What is Structure, and Why is it Important to Learning and Achievement?

Everything we want to communicate and to achieve in our lives, from the simplest idea to the most complex endeavors, such as our visions and dreams, must be translated from its original idea state in our mind to an external or extended structure or form outside ourselves to become realized. Otherwise, they will remain just figments of our imagination. These structures and forms we create are media of communication by which we are able to achieve desired outcomes in our pursuits. They are composed of different elements and parts that have properties or directions that cause them to behave in certain particular ways. When translating our thoughts into realized actions, the directions and properties of these different elements and parts must be aligned in such a way that they will work together to support a particularly desired effect and that effect only. This is an exploratory learning process by which we can search and discover the alignment of these directions and properties in achieving our desired ends.

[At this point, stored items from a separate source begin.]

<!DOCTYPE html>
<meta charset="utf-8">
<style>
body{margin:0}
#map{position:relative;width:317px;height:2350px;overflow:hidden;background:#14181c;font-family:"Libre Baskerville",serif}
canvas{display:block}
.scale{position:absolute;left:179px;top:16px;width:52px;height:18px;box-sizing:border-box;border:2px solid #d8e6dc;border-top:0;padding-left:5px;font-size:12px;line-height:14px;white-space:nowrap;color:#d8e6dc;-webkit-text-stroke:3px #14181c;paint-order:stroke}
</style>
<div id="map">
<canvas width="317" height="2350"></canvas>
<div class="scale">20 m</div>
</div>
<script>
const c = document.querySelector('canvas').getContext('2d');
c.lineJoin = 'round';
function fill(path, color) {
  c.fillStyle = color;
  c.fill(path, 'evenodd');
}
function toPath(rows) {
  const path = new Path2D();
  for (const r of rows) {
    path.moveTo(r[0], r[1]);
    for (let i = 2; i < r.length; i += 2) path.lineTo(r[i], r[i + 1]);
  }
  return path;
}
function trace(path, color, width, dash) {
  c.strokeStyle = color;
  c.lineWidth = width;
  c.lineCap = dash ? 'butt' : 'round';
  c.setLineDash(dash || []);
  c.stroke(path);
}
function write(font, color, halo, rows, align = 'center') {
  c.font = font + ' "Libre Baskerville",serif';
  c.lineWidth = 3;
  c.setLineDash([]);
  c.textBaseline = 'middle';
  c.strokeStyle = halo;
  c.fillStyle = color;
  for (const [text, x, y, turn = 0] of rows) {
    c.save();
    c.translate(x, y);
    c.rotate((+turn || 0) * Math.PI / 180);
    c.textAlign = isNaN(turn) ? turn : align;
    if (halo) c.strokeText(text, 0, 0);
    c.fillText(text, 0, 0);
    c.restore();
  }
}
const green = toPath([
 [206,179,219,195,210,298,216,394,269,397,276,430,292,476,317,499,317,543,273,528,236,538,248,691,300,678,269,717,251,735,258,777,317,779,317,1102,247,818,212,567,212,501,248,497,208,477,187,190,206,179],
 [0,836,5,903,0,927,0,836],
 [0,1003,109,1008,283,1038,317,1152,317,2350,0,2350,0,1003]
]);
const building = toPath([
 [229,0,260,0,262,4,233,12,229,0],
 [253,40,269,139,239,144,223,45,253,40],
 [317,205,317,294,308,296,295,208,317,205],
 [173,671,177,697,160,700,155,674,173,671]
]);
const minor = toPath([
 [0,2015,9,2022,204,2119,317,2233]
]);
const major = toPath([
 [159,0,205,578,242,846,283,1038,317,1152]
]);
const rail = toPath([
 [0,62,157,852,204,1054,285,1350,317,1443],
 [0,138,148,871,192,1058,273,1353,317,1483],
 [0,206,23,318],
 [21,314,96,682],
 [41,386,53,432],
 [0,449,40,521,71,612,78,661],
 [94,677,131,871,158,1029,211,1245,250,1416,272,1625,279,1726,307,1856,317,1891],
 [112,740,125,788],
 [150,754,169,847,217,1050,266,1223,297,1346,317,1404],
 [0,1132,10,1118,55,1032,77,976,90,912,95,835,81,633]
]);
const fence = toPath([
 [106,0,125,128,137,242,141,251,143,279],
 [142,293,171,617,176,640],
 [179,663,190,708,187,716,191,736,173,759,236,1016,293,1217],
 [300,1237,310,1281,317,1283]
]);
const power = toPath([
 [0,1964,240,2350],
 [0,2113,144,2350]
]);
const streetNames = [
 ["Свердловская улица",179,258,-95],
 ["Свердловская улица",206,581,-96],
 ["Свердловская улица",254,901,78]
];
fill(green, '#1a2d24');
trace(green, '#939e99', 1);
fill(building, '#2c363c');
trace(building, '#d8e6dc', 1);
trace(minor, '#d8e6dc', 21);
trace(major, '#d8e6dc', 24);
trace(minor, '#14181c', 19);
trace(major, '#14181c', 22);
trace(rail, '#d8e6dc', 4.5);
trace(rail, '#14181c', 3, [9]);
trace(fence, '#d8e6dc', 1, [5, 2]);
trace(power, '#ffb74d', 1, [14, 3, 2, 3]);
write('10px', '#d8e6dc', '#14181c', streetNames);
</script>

Fortunately, this is an educable process which can be learned by almost anyone. However, it is not something being formally taught in our society.

It is, therefore, in the nature of our innate makeup that we are able to extend our reach in this world by projecting ourselves out in different forms and structures, such as in our families, our friendships, our communities, our businesses, our work, our books, creations and other means. This is a structural, nonverbal form of communication and learning by which we can translate our ideas, thoughts and desires into realized forms within the environment. It is a powerful form of communication with which to discover the new patterns and structures for extending our reach and influence in adapting to our world of changing needs and times. The play factor serves as an exploratory tool for helping us learn to see and to align the different directions and properties of our media and materials within new relevant forms of the present.

In this regard, we need to understand that the air we breathe, the ground we walk on, the water we drink and the personal and professional relationships we are involved with, the thoughts we have, the dreams we dream, all are structures of parts related to a whole. In fact, everything in life is a structure, a relationship of parts related to a wholeÑa unified entity, to which we are mostly blind because of our lack of training in learning to see these structures.

 

 

 




An image is a structure
A painting is a structure
A business is a structure
A system is a structure
A friendship is a structure
Our identity is a structure etc.

By developing our perceptual skills, we can overcome our blindness to these structures and forms and thus learn to see and work with these hidden structural patterns and directions of our environmental forms with some degree of control.

Exploratory learning is a process by which we develop our perceptual skills and, thus, by which we can learn to extend our ideas and thoughts into actions and forms of our own making. Since all relationships, forms and structures have energies and directions of their own, the element of exploratory play provides us with a means of retrieving this energy and power and for putting it to use according to our changing needs. This is a matter of communicating by our actions and the structures we create in the process of achieving our ends.